ВОЙНА ГНЕВА: Последний бой

587 год I Эпохи, октябрь

Летописи Семи Городов хранят рассказ о Последней войне и об Исходе кланов. О том, как медленно ползло к Твердыне воинство Валинора, высадившееся в гавани Эгларест, что подле устья реки Нэннинг, как отчаянно удерживали его на каждой переправе защитники Твердыни, и о том, как в течение долгих месяцев не удавалось войску Бессмертных преодолеть Сирион. О том, как горели леса Бретил, давшие приют черным отрядам, что с боями отступали под натиском Бессмертных. О жестокой битве у западных отрогов Дортонионских гор. О тех, что стали щитом своим народам, покидавшим обреченную землю Севера.

Но некому было рассказать о последней ночи Аст Ахэ, о последнем бое, который приняла Твердыня Севера.

…Сменялись часовые на башнях у Врат и уходили в ночь отряды стражей — как всегда, долгие дни и недели — каждый день, каждую ночь. Только в эту ночь в Твердыне почти никто не спал: слишком мало их оставалось, воинов Меча и Знания, Слова и Свершения. Последние защитники Аст Ахэ.

В Высоком Зале пел менестрель Айолло эр'Лхор, седой юноша со странными глазами цвета сон-травы. Он пел, глядя в огонь, и в сумерках его глаз плясали алые отблески. Не о войне и смерти — он пел о цветущих яблоневых садах, о птицах, возвращающихся домой, о любви и верности, и о тех, что ждут. Его слышали все в замке, и никто уже не мог удивляться этому: просто — было так. Он пел, и вторили его девятиструнной къеллинн тростниковая свирель Алтарэна и нежный негромкий голос Ити: все четверо майяр-Отступников были сегодня здесь. А когда умолк менестрель, Алтарэн тихо сказал:

— Высокий… мы хотим быть вместе. Прошу тебя — соедини нас. Пусть это будет сегодня.

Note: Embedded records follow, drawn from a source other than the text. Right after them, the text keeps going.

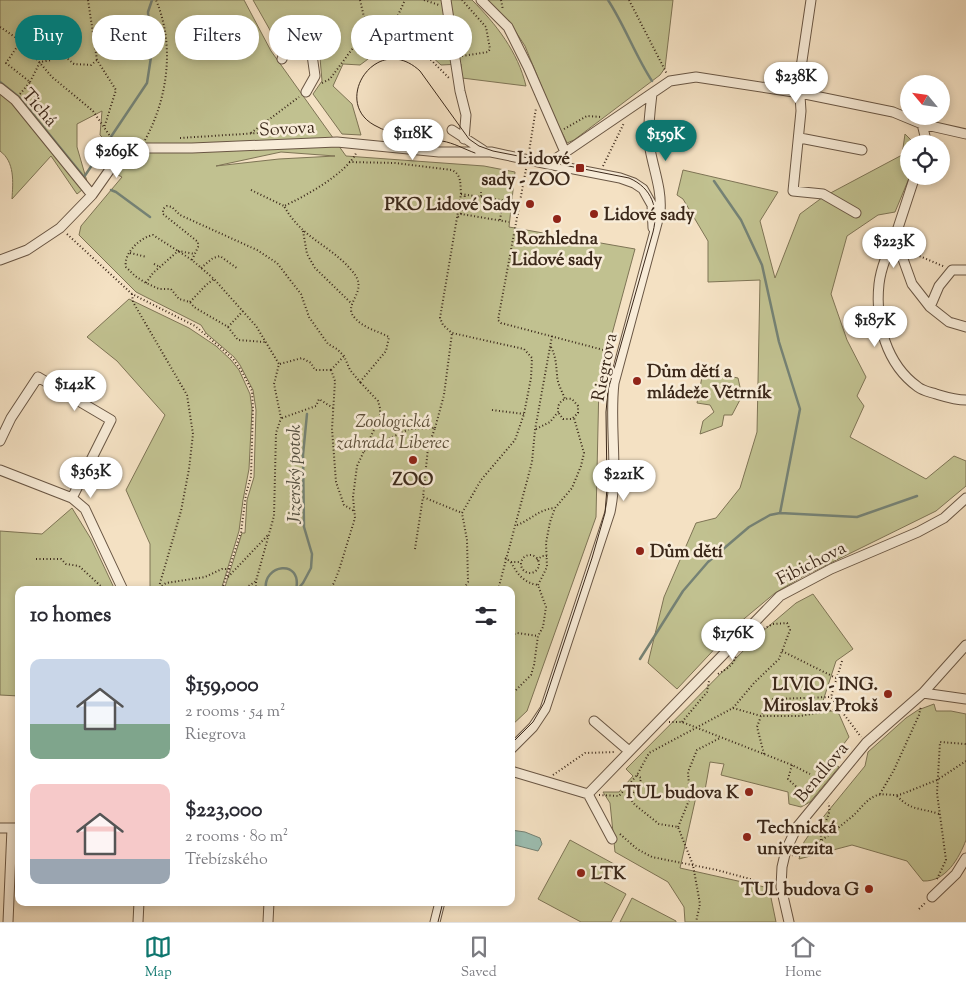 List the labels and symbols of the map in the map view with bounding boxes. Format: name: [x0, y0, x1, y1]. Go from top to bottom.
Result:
pin: $238K: [761, 62, 831, 104]
north arrow: [900, 75, 950, 125]
street label: Tichá: [14, 83, 63, 133]
street label: Sovova: [258, 116, 316, 144]
pin: $118K: [378, 119, 448, 161]
pin: $159K: [631, 120, 701, 162]
pin: $269K: [82, 136, 152, 179]
place label: Lidové sady - ZOO: [481, 147, 571, 194]
marker: Lidové sady - ZOO: [574, 162, 586, 174]
place label: PKO Lidové Sady: [384, 193, 520, 219]
marker: PKO Lidové Sady: [524, 198, 536, 210]
place label: Lidové sady: [604, 203, 694, 229]
marker: Lidové sady: [588, 208, 600, 220]
marker: Rozhledna Lidové sady: [551, 213, 563, 225]
pin: $223K: [859, 226, 929, 269]
place label: Rozhledna Lidové sady: [512, 227, 602, 274]
pin: $187K: [840, 306, 910, 348]
street label: Riegrova: [587, 331, 625, 404]
place label: Dům dětí a mládeže Větrník: [647, 360, 772, 407]
pin: $142K: [40, 370, 110, 412]
marker: Dům dětí a mládeže Větrník: [631, 375, 643, 387]
park label: Zoologická zahrada Liberec: [337, 410, 449, 457]
water label: Jizerský potok: [282, 424, 309, 525]
marker: ZOO: [407, 454, 419, 466]
pin: $363K: [56, 456, 126, 499]
pin: $221K: [589, 460, 659, 502]
place label: ZOO: [393, 468, 433, 494]
street label: Fibichova: [773, 536, 851, 593]
place label: Dům dětí: [650, 540, 724, 566]
marker: Dům dětí: [634, 545, 646, 557]
pin: $176K: [698, 618, 768, 661]
place label: LIVIO - ING. Miroslav Prokš: [763, 673, 878, 720]
marker: LIVIO - ING. Miroslav Prokš: [882, 688, 894, 700]
street label: Bendlova: [789, 737, 856, 809]
place label: TUL budova K: [623, 781, 740, 807]
marker: TUL budova K: [743, 786, 755, 798]
place label: Technická univerzita: [757, 816, 838, 863]
marker: Technická univerzita: [741, 831, 753, 843]
place label: LTK: [591, 862, 627, 888]
marker: LTK: [575, 867, 587, 879]
place label: TUL budova G: [741, 878, 859, 904]
marker: TUL budova G: [863, 883, 875, 895]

Пусть это сделаешь ты.

…когда у него кончились стрелы, Алтарэн еще пытался драться кинжалом; но майяр задавили его щитами, повалили и обезоружили…

Склонив голову, юная Ити тихо подошла и встала рядом с Алтарэном. Поднялся и Вала; одно неуловимое движение — и невесомое кружево белых цветов легло на их волосы.

— Перед Артой и звездами Эа, — глуховато заговорил Вала; маленькая рука Ити легла в ладонь Алтарэна, — вы — супруги, идущие одним путем…

…Ити слетела по боковой лестнице, оказавшись позади строя людей: захлебываясь беззвучным криком, безоружная, она била их маленькими кулачками — один из воинов сгреб ее, швырнул к стене — от страшного удара свет померк в ее глазах…

Не будет свадебного пира в эту ночь: пуст Высокий Зал. Не будет золотого свадебного вина: в обсидиановой чаше, окованной черненым серебром, — густая и темная терновая влага, вино печали. Только — когда раскрыл ладони Айо, медленный дождь прозрачно-белых лепестков осыпал Ити и Алтарэна.

…это был сон, бесконечный чудовищный сон без пробуждения, и Айо замер, а стальная лавина катилась вперед — вокруг него, через него, сквозь него, и он уже не ощутил рук, сжавших его запястья, не понял, кто и куда уводит его…

…крыла одной птицы, две ветви одного ствола…

Завороженный печальным этим и светлым мгновением, смотрел на них Золотоокий, повторяя одними губами: айэрээ-ни тэл-айа, ай'алей тэ'алда..

…он раскинул руки крестом, пытаясь собой удержать наступающих, — но волна ненависти ударила его в грудь, опрокинула навзничь…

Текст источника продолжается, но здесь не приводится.